Exercise directions: Lines of the data that contain the word "page" are the ones to copy.

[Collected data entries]
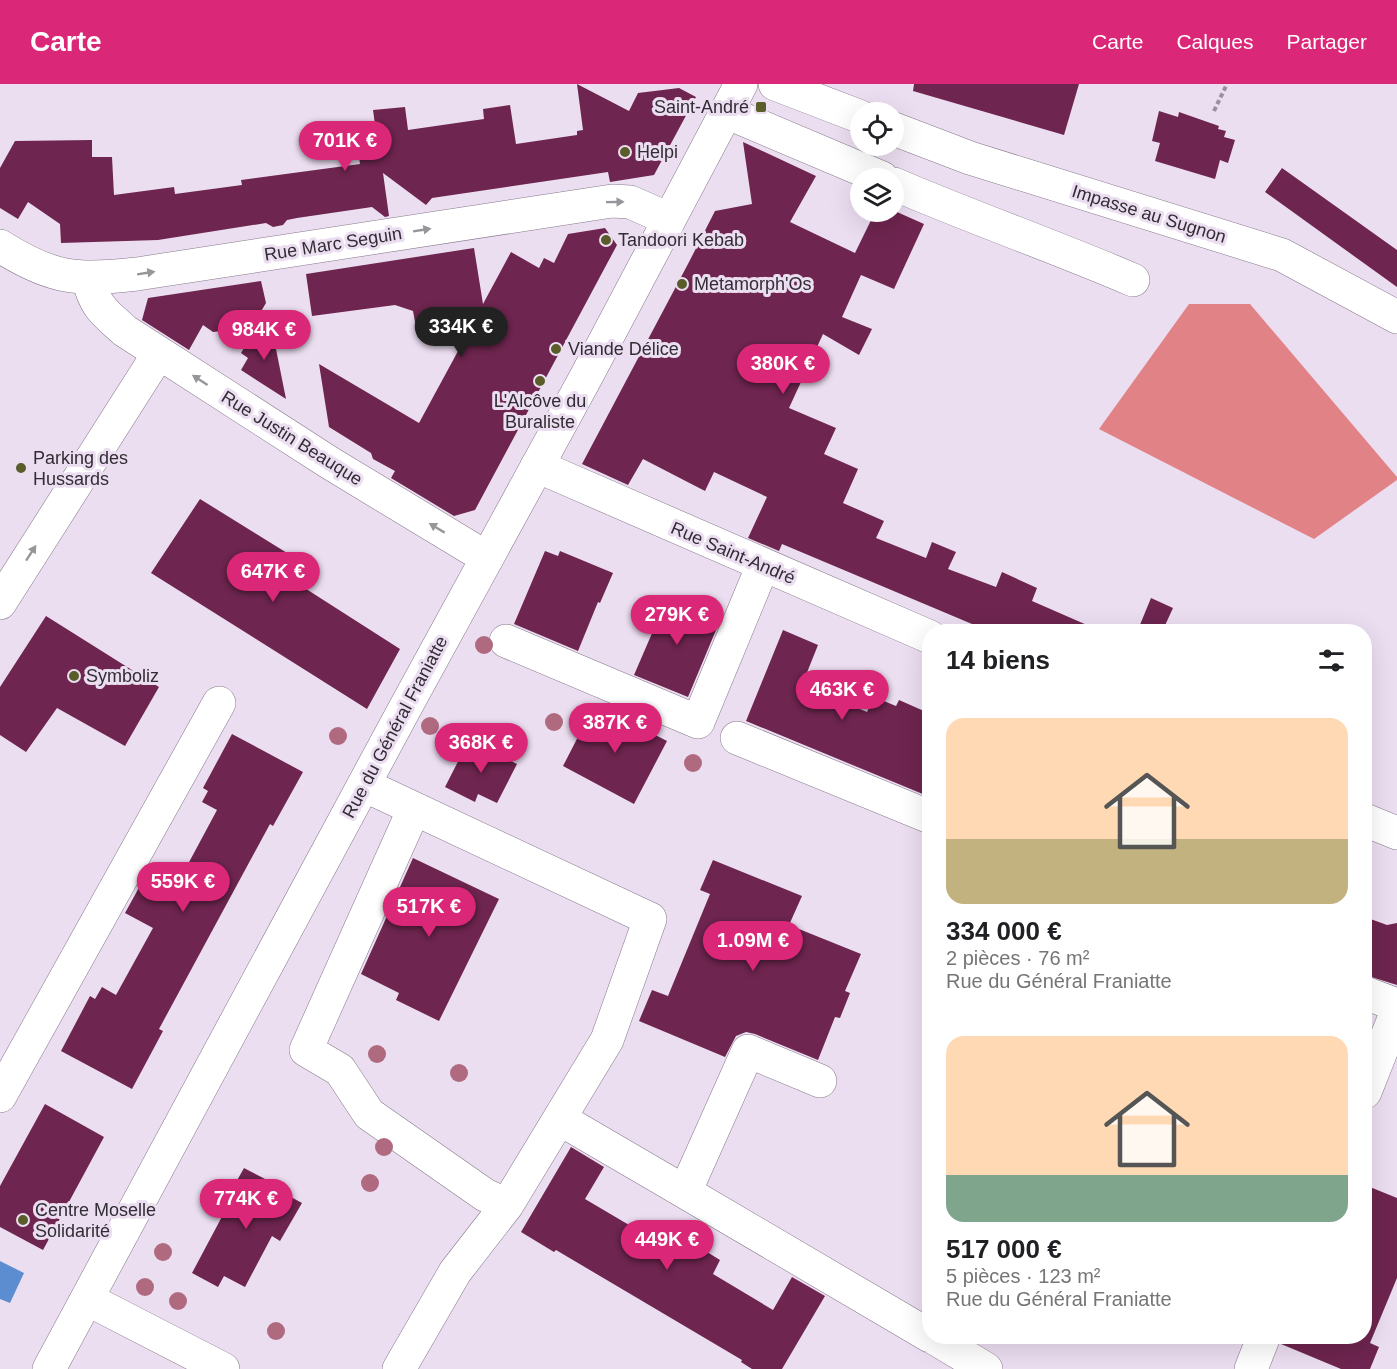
<!DOCTYPE html>
<html lang="fr">
<head>
<meta charset="utf-8">
<style>
  :root { --surface:#fff; --page:#f6f6f6; --text:#202124; --muted:#757577; --accent:#db2777 }
  body { margin:0; font-family:Helvetica,sans-serif; background:var(--page); color:var(--text); height:100vh; display:flex; flex-direction:column; font-size:22px; white-space:nowrap }
  * { box-sizing:border-box; margin:0 }
  p { font-size:20px; color:var(--muted) }
  .icon { flex:none; width:33px; height:33px; fill:none; stroke:currentColor; stroke-width:2; stroke-linecap:round; stroke-linejoin:round }
  .map { position:relative; flex:1; overflow:hidden }
  .panel { position:absolute; left:922px; top:540px; width:450px; height:720px; display:flex; flex-direction:column; background:var(--surface); border-radius:24px; box-shadow:0 6px 24px #0002 }
  .panel>* { flex:none }
  .tools { position:absolute; left:850px; top:18px; display:grid; gap:12px }
  .tools a { display:grid; place-items:center; width:54px; height:54px; border-radius:50%; background:var(--surface); box-shadow:0 6px 24px #0002; font-size:30px }
  .price { position:absolute; translate:-50% -51px; padding:0 14px; border-radius:21px; background:var(--accent); color:#fff; font-size:20px; line-height:39px; filter:drop-shadow(0 2px 3px #0008) }
  .price::after { content:''; position:absolute; left:50%; top:36px; width:18px; height:14px; margin-left:-9px; background:inherit; clip-path:polygon(0 0,100% 0,50% 100%) }
  .price.current { background:#222; color:#fff }
  ul { padding:0; list-style:none }
  li { display:grid; align-content:center; gap:12px; height:318px; padding:0 24px }
  li span { display:grid; place-items:center; height:186px; border-radius:18px; color:#555 }
  li>.icon { margin-inline-start:auto }
  span .icon { width:108px; height:108px; fill:#fffc; stroke-width:1 }
  li b { font-size:26px }
  h2 { display:flex; justify-content:space-between; align-items:center; height:72px; padding:0 24px; font-size:26px }
  header { display:flex; align-items:center; gap:36px; box-sizing:border-box; height:84px; padding:0 30px; background:var(--accent); color:#fff }
  header strong { font-size:28px }
  nav { display:flex; gap:33px; margin-inline-start:auto; font-size:21px }
  .map>svg:first-child { display:block }
</style>
</head>
<body>
<header>
<strong>Carte</strong>
<nav><a>Carte</a><a>Calques</a><a>Partager</a></nav>
</header>
<div class="map">
<svg width="1397" height="1285" viewBox="0 0 1397 1285">
  <rect width="100%" height="100%" fill="#ecdef1"/>
  <path fill="#e18386" d="M1189,220H1250L1397,393V396L1314,455L1099,345Z"/>
  <path fill="#5b8dd0" d="M0,1177L24,1189L10,1219L0,1215Z"/>
  <path fill="#6e254f" d="M577,0L629,27L638,9L679,4L696,13L654,91L610,98L608,88L432,114L426,121L383,89L389,132L385,133L372,123L297,134L287,136L283,141L273,143L266,139L158,156L61,159L60,140L28,118L18,135L0,124V84L15,57L92,56V73H112L114,111L174,103L175,110L242,101L241,96L360,80L359,73L379,70L373,26L405,23L408,46L484,35L483,25L510,21L516,60L577,51V47L583,46Z
    M914,0H1079L1064,51L913,7Z
    M1159,27L1178,33L1179,28L1219,42L1218,45L1226,47L1224,53L1235,56L1228,79L1220,76L1215,95L1155,77L1160,59L1152,57Z
    M743,58L816,92L790,138L855,169L875,128H897L924,140L894,205L861,191L842,233L872,245L859,271L823,250L789,324L836,344L824,370L858,385L843,419L884,437L876,454L926,474L932,458L956,468L948,485L996,503L1002,488L1037,504L1032,517L1103,548H991L782,460L779,467L748,454L767,413L714,388L705,407L643,375L628,401L582,380L689,178L715,127L752,120Z
    M1282,84L1397,166V203L1265,108Z
    M605,144L617,161L475,426L454,432L391,394L395,387L373,375L371,369L329,343L319,280L419,339L470,245L418,254L413,227L395,221L312,232L306,190L474,164L483,220L511,168L539,184L544,174L554,179L568,150Z
    M261,197L266,219L251,244L213,248L203,241L189,266L142,236L148,214Z
    M258,241L273,250L286,315L241,286L248,274L241,269Z
    M200,415L300,477L289,494L400,565L367,625L151,489Z
    M545,467L558,472L560,467L613,489L600,519L598,518L578,567L514,540Z
    M1151,514L1173,524L1162,548H1137Z
    M663,515L676,521L678,516L718,532L715,537L719,539L688,613L634,591L656,540L653,539Z
    M46,532L159,603L125,662L57,624L26,668L0,651V603Z
    M783,546L818,561L802,601L867,628L874,613L896,622L899,616L924,627L922,633L930,636V713L746,637Z
    M595,620L667,657L634,720L563,682Z
    M232,650L303,688L273,742L270,740L159,945L163,947L132,1005L61,967L90,912L95,915L102,903L116,911L153,844L125,829L152,780L180,795L217,726L202,718L208,707L203,704Z
    M469,656L517,680L497,719L478,710L475,718L445,703Z
    M413,774L499,815L439,937L396,916L399,909L361,890Z
    M713,776L802,812L789,841L861,870L845,907L850,909L840,934L835,933L818,976L755,950L746,948L736,952L725,973L639,937L652,906L668,912L710,810L700,806Z
    M1365,833L1387,841L1397,839V901L1365,891Z
    M45,1020L104,1053L43,1166L0,1143V1102Z
    M571,1063L604,1083L585,1115L646,1151L654,1137L675,1150L678,1144L701,1158L699,1163L720,1176L713,1190L773,1226L792,1193L825,1212L782,1285H752L741,1278L742,1276L556,1166L554,1168L521,1148Z
    M244,1084L265,1095L263,1098L302,1119L280,1157L272,1152L245,1203L224,1192L218,1203L192,1189L225,1127L221,1125Z
    M1365,1101L1397,1114V1194L1370,1259L1379,1263L1370,1285H1341L1281,1260L1282,1252H1365Z"/>
  <g fill="none" stroke-linecap="round" stroke-linejoin="round">
    <g stroke="#85798a" stroke-width="34">
      <path id="minor" d="M775,0L861,33
        M726,28L882,94
        M894,45L970,74L1282,171L1397,233
        M894,100C973,134 1054,162 1133,196
        M0,162C52,195 77,197 137,190L612,117L630,118L669,135
        M88,194C95,223 104,228 125,247L330,379L487,474
        M537,382L930,553
        M0,519L159,269
        M506,557L698,638L763,481
        M737,654L930,733
        M364,701L650,835L607,956L507,1121L485,1111L369,1030L340,986L306,966L414,725
        M1365,736L1397,749
        M1365,909L1397,921
        M820,997L748,967L685,1108L930,1252
        M1365,1008L1397,927
        M0,1012L219,619
        M560,1035L685,1108
        M87,1215L223,1285
        M931,1252L986,1285
        M399,1285L455,1188L507,1121
        M1251,1285L1264,1252"/>
    </g>
    <g stroke="#85798a" stroke-width="34">
      <path id="major" d="M49,1285L404,626L586,293L741,0"/>
    </g>
    <path stroke="#998f9d" stroke-width="4" stroke-dasharray="4.5 3" stroke-linecap="butt" d="M1214,27L1227,0"/>
    <use href="#minor" stroke="#fff" stroke-width="33"/>
    <use href="#major" stroke="#fff" stroke-width="33"/>
  </g>
  <g fill="#b06a80">
    <circle cx="484" cy="561" r="9"/>
    <circle cx="554" cy="638" r="9"/>
    <circle cx="430" cy="642" r="9"/>
    <circle cx="338" cy="652" r="9"/>
    <circle cx="693" cy="679" r="9"/>
    <circle cx="377" cy="970" r="9"/>
    <circle cx="459" cy="989" r="9"/>
    <circle cx="384" cy="1063" r="9"/>
    <circle cx="370" cy="1099" r="9"/>
    <circle cx="163" cy="1168" r="9"/>
    <circle cx="145" cy="1203" r="9"/>
    <circle cx="178" cy="1217" r="9"/>
    <circle cx="276" cy="1247" r="9"/>
  </g>
  <defs><path id="oneway-solid" d="M-6-.8H1V-3.2L6.5 0L1 3.2V.8H-6Z" transform="scale(1.5)"/></defs>
  <g fill="#98969a">
    <use href="#oneway-solid" transform="translate(615 118) rotate(-1)"/>
    <use href="#oneway-solid" transform="translate(422 146) rotate(-9)"/>
    <use href="#oneway-solid" transform="translate(146 189) rotate(-9)"/>
    <use href="#oneway-solid" transform="translate(200 296) rotate(-147)"/>
    <use href="#oneway-solid" transform="translate(437 444) rotate(-149)"/>
    <use href="#oneway-solid" transform="translate(31 469) rotate(-57)"/>
  </g>
  <g fill="#5a5c29" stroke="#ecdef1" stroke-width="2">
    <rect x="755" y="17" width="12" height="12" rx="3"/>
    <circle cx="625" cy="68" r="6"/>
    <circle cx="606" cy="156" r="6"/>
    <circle cx="682" cy="200" r="6"/>
    <circle cx="556" cy="265" r="6"/>
    <circle cx="540" cy="297" r="6"/>
    <circle cx="21" cy="384" r="6"/>
    <circle cx="74" cy="592" r="6"/>
    <circle cx="23" cy="1136" r="6"/>
  </g>
  <g text-anchor="middle" stroke-width="6" stroke-linejoin="round" paint-order="stroke">
    <g font-size="18" fill="#322d34" stroke="#ecdef1" text-anchor="start">
      <text x="749" y="29" text-anchor="end">Saint-André</text>
      <text x="637" y="74">Helpi</text>
      <text x="618" y="162">Tandoori Kebab</text>
      <text x="694" y="206">Metamorph'Os</text>
      <text x="568" y="271">Viande Délice</text>
      <text x="540" y="323" text-anchor="middle">L'Alcôve du<tspan x="540" dy="21">Buraliste</tspan></text>
      <text x="33" y="380">Parking des<tspan x="33" dy="21">Hussards</tspan></text>
      <text x="86" y="598">Symboliz</text>
      <text x="35" y="1132">Centre Moselle<tspan x="35" dy="21">Solidarité</tspan></text>
    </g>
    <g font-size="18" fill="#322d34" stroke="#ecdef1">
      <text transform="translate(1149 130) rotate(17)" y="6">Impasse au Sugnon</text>
      <text transform="translate(333 160) rotate(-9)" y="6">Rue Marc Seguin</text>
      <text transform="translate(292 354) rotate(32)" y="6">Rue Justin Beauque</text>
      <text transform="translate(733 469) rotate(23)" y="6">Rue Saint-André</text>
      <text transform="translate(395 643) rotate(-62)" y="6">Rue du Général Franiatte</text>
    </g>
  </g>
</svg>
<div class="tools">
<a><svg class="icon" aria-label="locate" viewBox="0 0 24 24"><circle cx="12" cy="12" r="6"/><path d="M12 2v4M12 18v4M2 12h4M18 12h4"/></svg></a>
<a><svg class="icon" aria-label="layers" viewBox="0 0 24 24"><path d="M12 4l9 5-9 5-9-5zM3 14l9 5 9-5"/></svg></a>
</div>
<b class="price" style="left:345px;top:88px">701K €</b>
<b class="price current" style="left:461px;top:274px">334K €</b>
<b class="price" style="left:264px;top:277px">984K €</b>
<b class="price" style="left:783px;top:311px">380K €</b>
<b class="price" style="left:273px;top:519px">647K €</b>
<b class="price" style="left:677px;top:562px">279K €</b>
<b class="price" style="left:842px;top:637px">463K €</b>
<b class="price" style="left:615px;top:670px">387K €</b>
<b class="price" style="left:481px;top:690px">368K €</b>
<b class="price" style="left:183px;top:829px">559K €</b>
<b class="price" style="left:429px;top:854px">517K €</b>
<b class="price" style="left:753px;top:888px">1.09M €</b>
<b class="price" style="left:246px;top:1146px">774K €</b>
<b class="price" style="left:667px;top:1187px">449K €</b>
<section class="panel">
<h2>14 biens<svg class="icon" aria-label="filters" viewBox="0 0 24 24"><path d="M4 7h16M4 17h16"/><circle cx="9" cy="7" r="2"/><circle cx="15" cy="17" r="2"/></svg></h2>
<ul>
<li><span style="background:linear-gradient(#ffd9b3 65%,#c2b280 0)"><svg class="icon" aria-label="home" viewBox="0 0 24 24"><path d="M3 11l9-7 9 7M6 9v11h12V9"/></svg></span><div><b>334 000 €</b><p>2 pièces · 76 m²</p><p>Rue du Général Franiatte</p></div></li>
<li><span style="background:linear-gradient(#ffd9b3 75%,#7fa58c 0)"><svg class="icon" aria-label="home" viewBox="0 0 24 24"><path d="M3 11l9-7 9 7M6 9v11h12V9"/></svg></span><div><b>517 000 €</b><p>5 pièces · 123 m²</p><p>Rue du Général Franiatte</p></div></li>
</ul>
</section>
</div>
</body>
</html>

Solution for this exercise:
  :root { --surface:#fff; --page:#f6f6f6; --text:#202124; --muted:#757577; --accent:#db2777 }
  body { margin:0; font-family:Helvetica,sans-serif; background:var(--page); color:var(--text); height:100vh; display:flex; flex-direction:column; font-size:22px; white-space:nowrap }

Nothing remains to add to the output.